### Work instruction
Search the records for "center". Copy every line where it appears.

● ● ● ●

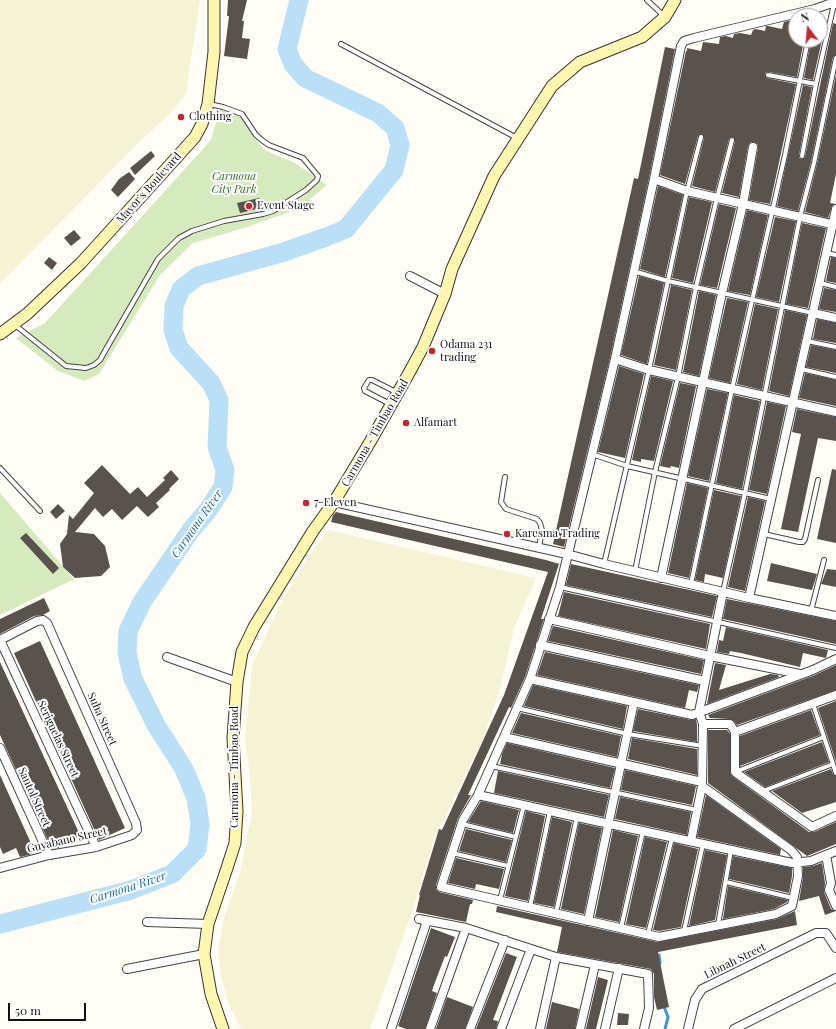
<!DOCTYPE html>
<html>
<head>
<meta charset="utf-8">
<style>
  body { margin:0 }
  #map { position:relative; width:836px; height:1029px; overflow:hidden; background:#fffdf5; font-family:"Playfair Display",serif }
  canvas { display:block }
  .north { position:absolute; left:788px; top:8px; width:40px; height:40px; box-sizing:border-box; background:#fff; border:1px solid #a0a0a0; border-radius:50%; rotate:344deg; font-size:11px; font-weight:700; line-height:16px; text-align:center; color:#111 }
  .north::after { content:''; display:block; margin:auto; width:14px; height:18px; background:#c4262e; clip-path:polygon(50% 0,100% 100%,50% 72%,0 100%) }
  .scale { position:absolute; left:8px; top:1003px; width:78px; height:18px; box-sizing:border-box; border:2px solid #111; border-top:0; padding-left:5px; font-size:12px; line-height:14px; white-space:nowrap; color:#111; -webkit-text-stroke:3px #fff; paint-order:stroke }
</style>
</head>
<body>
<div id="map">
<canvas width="836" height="1029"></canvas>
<div class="north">N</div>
<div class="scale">50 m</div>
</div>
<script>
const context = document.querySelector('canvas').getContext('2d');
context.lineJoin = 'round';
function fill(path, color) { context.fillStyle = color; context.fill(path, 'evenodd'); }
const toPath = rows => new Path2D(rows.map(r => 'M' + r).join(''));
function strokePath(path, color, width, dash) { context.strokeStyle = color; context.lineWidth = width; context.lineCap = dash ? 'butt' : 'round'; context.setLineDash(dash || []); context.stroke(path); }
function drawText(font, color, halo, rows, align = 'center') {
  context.font = font + ' "Playfair Display",serif'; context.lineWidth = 4; context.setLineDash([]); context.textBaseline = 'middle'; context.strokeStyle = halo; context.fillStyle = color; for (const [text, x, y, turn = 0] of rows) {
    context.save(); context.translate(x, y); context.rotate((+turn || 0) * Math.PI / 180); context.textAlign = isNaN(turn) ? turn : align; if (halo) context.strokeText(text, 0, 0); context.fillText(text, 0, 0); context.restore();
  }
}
fill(toPath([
  [0,0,200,0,186,93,171,113,140,141,0,284],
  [328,530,536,578,514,628,500,689,483,738,433,842,413,909,370,1029,241,1029,228,1002,221,976,218,951,224,918,240,873,252,811,250,777,245,738,252,666,280,605,310,554]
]), '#f6f3d4');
fill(toPath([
  [220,109,237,113,264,150,295,163,327,185,298,209,244,228,193,243,160,275,99,374,84,381,58,371,16,338,45,323,194,159,211,140],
  [0,493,74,579,0,615]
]), '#d5ebbd');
strokePath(toPath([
  [659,955,660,963],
  [663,1004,668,1017,665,1029]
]), '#3f96cf', 3);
strokePath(toPath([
  [0,924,131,890,172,874,197,849,200,824,196,798,184,769,156,725,133,679,127,653,128,631,142,602,191,530,208,510,223,487,225,470,217,447,219,400,211,383,179,348,173,330,174,306,181,289,198,276,284,252,326,237,346,229,394,170,400,145,395,128,378,113,305,78,293,64,287,49,299,0]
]), '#b9e0f7', 19);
fill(toPath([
  [228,0,247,0,242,21,244,21,242,38,250,39,247,59,224,56,229,16,227,16],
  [792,20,796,21,796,40,804,40,797,77,769,72,766,72,765,75,767,78,796,84,770,204,749,200,758,148,758,145,754,142,751,142,748,146,739,197,722,193,735,141,733,137,731,137,729,139,715,192,692,186,704,138,702,134,700,134,698,136,685,184,660,175,686,51,687,51,687,48,701,51,703,42,719,44,720,37,726,36,733,38,734,34,740,33,751,35,753,30,756,29,765,31,766,26,768,26,782,29,784,22],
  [820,21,826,22,813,80,804,78,811,40,820,40],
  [833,23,836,24,836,55,833,57,811,162,798,211,777,206,803,85,812,87,799,155,799,158,802,159,805,157],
  [665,47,675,49,649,178,610,358,564,547,553,544,634,178,638,179],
  [836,75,836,174,830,203,836,204,832,206,828,218,805,212,817,164],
  [151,151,155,156,135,175,130,168],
  [129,172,135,179,118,197,111,190,119,179],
  [658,186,683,195,665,277,640,269],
  [689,197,712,202,693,283,672,278],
  [259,198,261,208,240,213,237,203],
  [719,204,736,208,717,288,700,285],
  [747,210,768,215,750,295,728,291],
  [775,217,796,221,779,302,756,297],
  [802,223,826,228,808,308,786,304],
  [74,230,81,238,71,246,64,238],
  [49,257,57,263,52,270,44,263],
  [831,257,836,258,836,283,826,281],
  [639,276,664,283,647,364,621,355],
  [671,285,692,290,676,370,654,365],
  [824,288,836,290,836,312,819,309],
  [699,291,716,295,699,376,683,372],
  [727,298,748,302,730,383,709,378],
  [755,304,778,309,762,390,737,384],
  [785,310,807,315,789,396,769,391],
  [817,319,836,323,836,343,813,339],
  [811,345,836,350,836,373,806,367],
  [619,366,644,374,625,458,598,452],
  [805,373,836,380,836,406,799,398],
  [651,376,673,381,654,461,641,459,641,462,632,460],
  [680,383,696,386,679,468,671,466,670,468,660,466],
  [707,389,728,393,709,481,688,476],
  [734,395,760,401,742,489,716,483],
  [767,402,786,406,767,494,749,490],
  [797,409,836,417,836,441,818,438,798,532,781,529,801,434,792,432],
  [102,465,130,494,138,487,147,497,165,480,163,478,171,470,179,479,169,489,170,490,156,503,159,507,148,517,137,506,122,520,112,509,103,517,95,508,75,532,94,534,105,546,110,567,101,576,75,578,63,567,60,544,67,534,69,515,73,519,94,493,84,483],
  [832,469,836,470,836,543,817,539],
  [687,483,708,488,689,578,668,573],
  [714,490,741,496,723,578,705,574,704,582,695,580],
  [748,497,765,501,745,591,728,587],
  [58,504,65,511,56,519,50,512],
  [336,512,546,560,559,564,541,619,544,619,525,677,511,708,509,707,468,795,471,795,458,818,436,885,436,889,439,892,473,900,472,904,470,904,466,922,416,912,420,895,419,895,439,829,442,830,504,695,548,572,331,522,333,515],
  [26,533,59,568,53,574,20,538],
  [771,563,817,574,812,590,767,581],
  [571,564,717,596,712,617,566,585],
  [827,569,836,570,836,587,821,584],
  [564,592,710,624,706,649,558,616],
  [44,598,50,611,43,615,34,616,0,634,0,619],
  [727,599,836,621,836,644,723,619],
  [553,626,704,660,701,674,548,641],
  [726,627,828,650,826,658,803,653,800,667,741,653,730,651,729,654,717,652,719,640,723,641],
  [40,641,125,828,99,840,14,653],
  [545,652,699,685,697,692,689,690,685,708,537,675],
  [0,662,81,837,58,848,52,849,0,735],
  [715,663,726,665,719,690,770,674,778,675,779,677,707,704],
  [836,665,836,690,737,725,734,721,730,719,710,718,708,715,815,675],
  [533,685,627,706,623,729,524,706],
  [836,701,836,762,818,708],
  [638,709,691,720,696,719,697,725,697,742,633,731],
  [811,710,820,735,740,766,740,736],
  [521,713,621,736,617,757,512,733],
  [708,730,727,730,730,734,730,772,732,776,809,832,814,832,836,822,836,844,807,856,708,783],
  [632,738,697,749,697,775,628,759],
  [822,742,829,762,765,787,744,772],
  [507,743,615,768,610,788,500,764,502,754],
  [831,769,833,774,836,776,836,802,802,813,772,791],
  [625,770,696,786,692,805,621,790],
  [498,771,609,795,604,817,494,793],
  [0,775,35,852,29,855,20,857,16,848,3,854,0,847],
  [706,795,781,849,780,855,697,837],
  [620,797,691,812,687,835,615,819],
  [481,801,519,810,513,833,468,822],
  [526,811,545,816,528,901,505,896],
  [552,817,572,822,554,907,534,903],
  [579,823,602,828,584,914,561,909],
  [466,829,512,840,506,862,459,851],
  [613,830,638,836,619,922,595,917],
  [645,837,667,842,646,928,626,924],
  [674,843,698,849,681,927,659,931,653,930],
  [705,850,727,855,715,920,689,926],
  [733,856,792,868,792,876,789,893,729,879],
  [456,858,504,869,499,889,476,884,475,889,448,883],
  [822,863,825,883,824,892,831,909,836,911,825,915,819,896,799,901,803,877,803,867,813,866],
  [728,886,788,900,787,902,774,909,723,919],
  [497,906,658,942,777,919,795,911,797,925,658,952,669,1007,657,1010,654,997,654,974,651,969,557,952,562,927,496,912],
  [431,928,455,937,447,957,445,956,434,985,432,991,437,993,425,1029,406,1029,398,1026],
  [506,953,517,957,493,1020,498,1021,496,1029,476,1029],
  [598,977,608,980,596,1029,586,1029],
  [447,997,473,1007,465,1029,436,1029],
  [552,1002,579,1009,575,1029,546,1029],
  [618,1013,629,1014,628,1025,617,1025]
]), '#5a524d');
const service = toPath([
  [647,0,665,17],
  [341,44,517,138],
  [768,75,816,84],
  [802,156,816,84,834,4],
  [827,253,836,255],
  [633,271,668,281,813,313],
  [820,283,836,287],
  [15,325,66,366,86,368,94,365,100,360,105,351,158,259,179,238,192,231,224,221,263,214,273,211,306,190,317,180,318,176,303,158,269,145,263,141,256,135,242,114,223,107,209,104],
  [807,341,836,347],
  [801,369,836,377],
  [390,404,365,391,364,388,369,380,372,380,398,393],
  [592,454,627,466,771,499],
  [0,468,40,511],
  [505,477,501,502,506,509,537,519,540,523,542,530,539,548],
  [764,534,799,542,803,542,805,539,818,480],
  [604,564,649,370,687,191,701,137],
  [635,571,655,472,678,377,696,287,717,198,732,140],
  [691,584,732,389,785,155,808,40],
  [560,587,836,648],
  [723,592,745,493,800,217,814,163,836,58],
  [811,611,824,560],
  [813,704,836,773],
  [517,708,628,734,703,746],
  [491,766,697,810],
  [735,772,824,737],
  [763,791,833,764],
  [462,824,516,837],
  [452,853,508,866],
  [726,882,793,898],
  [500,900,524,805],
  [530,907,550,811],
  [556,913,577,817],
  [718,925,731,850],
  [621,928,643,831],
  [684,931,703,844],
  [648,934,672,838]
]);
const minor = toPath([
  [654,179,687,191,836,225],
  [410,276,445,294],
  [813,313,836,318],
  [615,359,649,370,836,412],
  [334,502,567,554,604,564,749,598,836,616],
  [661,578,722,293,743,204,753,147],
  [723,592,699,712,703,724,702,786,791,850,797,857,798,876,792,906,776,914,659,937,441,887,463,820,478,795,530,679,560,587,615,359,654,179,681,46,684,41,694,38,815,9,829,4,836,4],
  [749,598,836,209],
  [549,619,710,656,800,674],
  [0,640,37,621,43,620,47,623,136,823,137,830,132,835,96,847,49,855,0,868],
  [0,640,96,847],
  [540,645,705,681],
  [167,657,237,682],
  [530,679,692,715,813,670,836,659],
  [703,724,730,724,735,732,735,772,812,827,836,816],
  [735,732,836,695],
  [504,737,702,782],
  [0,748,49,855],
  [478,795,577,817,792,863,811,861,836,851],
  [691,841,702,786],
  [826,855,831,883,829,890,836,906],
  [419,919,466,928,556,957,648,974,649,1008,644,1029],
  [588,921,634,702],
  [147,922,208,924],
  [127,969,204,954],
  [391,1029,427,921],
  [430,1029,466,928],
  [470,1029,505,940],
  [501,1029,531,949],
  [540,1029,556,957],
  [580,1029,595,965],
  [605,1029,619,968],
  [688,1029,695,1000,702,989,816,933,826,933,836,948],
  [734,1029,836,978]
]);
const secondary = toPath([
  [0,334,27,314,81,263,195,137,202,124,208,104,214,52,214,0],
  [223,1029,211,994,204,954,208,924,227,868,235,843,237,811,233,738,237,682,242,652,254,627,313,531,334,502,370,442,409,373,423,347,445,294,452,269,494,176,552,86,580,62,642,37,665,17,675,0]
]);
strokePath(service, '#444', 6);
strokePath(minor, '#444', 10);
strokePath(secondary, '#333', 13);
strokePath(service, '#fff', 4);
strokePath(minor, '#fff', 8);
strokePath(secondary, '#fff6b0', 11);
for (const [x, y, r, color] of [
  [181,117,4,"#c4262e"],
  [249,206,4,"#c4262e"],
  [432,351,4,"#c4262e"],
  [406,423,4,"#c4262e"],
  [306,503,4,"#c4262e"],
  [507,534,4,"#c4262e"]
]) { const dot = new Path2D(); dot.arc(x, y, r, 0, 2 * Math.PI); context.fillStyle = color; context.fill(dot); strokePath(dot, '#fff', 1.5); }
drawText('11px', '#111', '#fff', [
  ["Clothing",189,117],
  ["Event Stage",257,206],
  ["Odama 231",440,345],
  ["trading",440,358],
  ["Alfamart",414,423],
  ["7-Eleven",314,503],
  ["Karesma Trading",515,534]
], 'left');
drawText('italic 11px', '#2f6b1f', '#fff', [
  ["Carmona",234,177],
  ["City Park",234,190]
]);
drawText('11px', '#111', '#fff', [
  ["Mayor's Boulevard",149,188,-48],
  ["Carmona - Timbao Road",375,433,-60],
  ["Suha Street",102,719,66],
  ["Seriguelas Street",58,739,65],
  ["Carmona - Timbao Road",235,767,-90],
  ["Santol Street",34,797,66],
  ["Guyabano Street",67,840,-13],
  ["Libnah Street",735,961,-26]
]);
drawText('italic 12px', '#1768a6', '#fff', [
  ["Carmona River",197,524,-55],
  ["Carmona River",128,888,-18]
]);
</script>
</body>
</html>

● ● ● ●

### Solution to the exercise
  .north { position:absolute; left:788px; top:8px; width:40px; height:40px; box-sizing:border-box; background:#fff; border:1px solid #a0a0a0; border-radius:50%; rotate:344deg; font-size:11px; font-weight:700; line-height:16px; text-align:center; color:#111 }
function drawText(font, color, halo, rows, align = 'center') {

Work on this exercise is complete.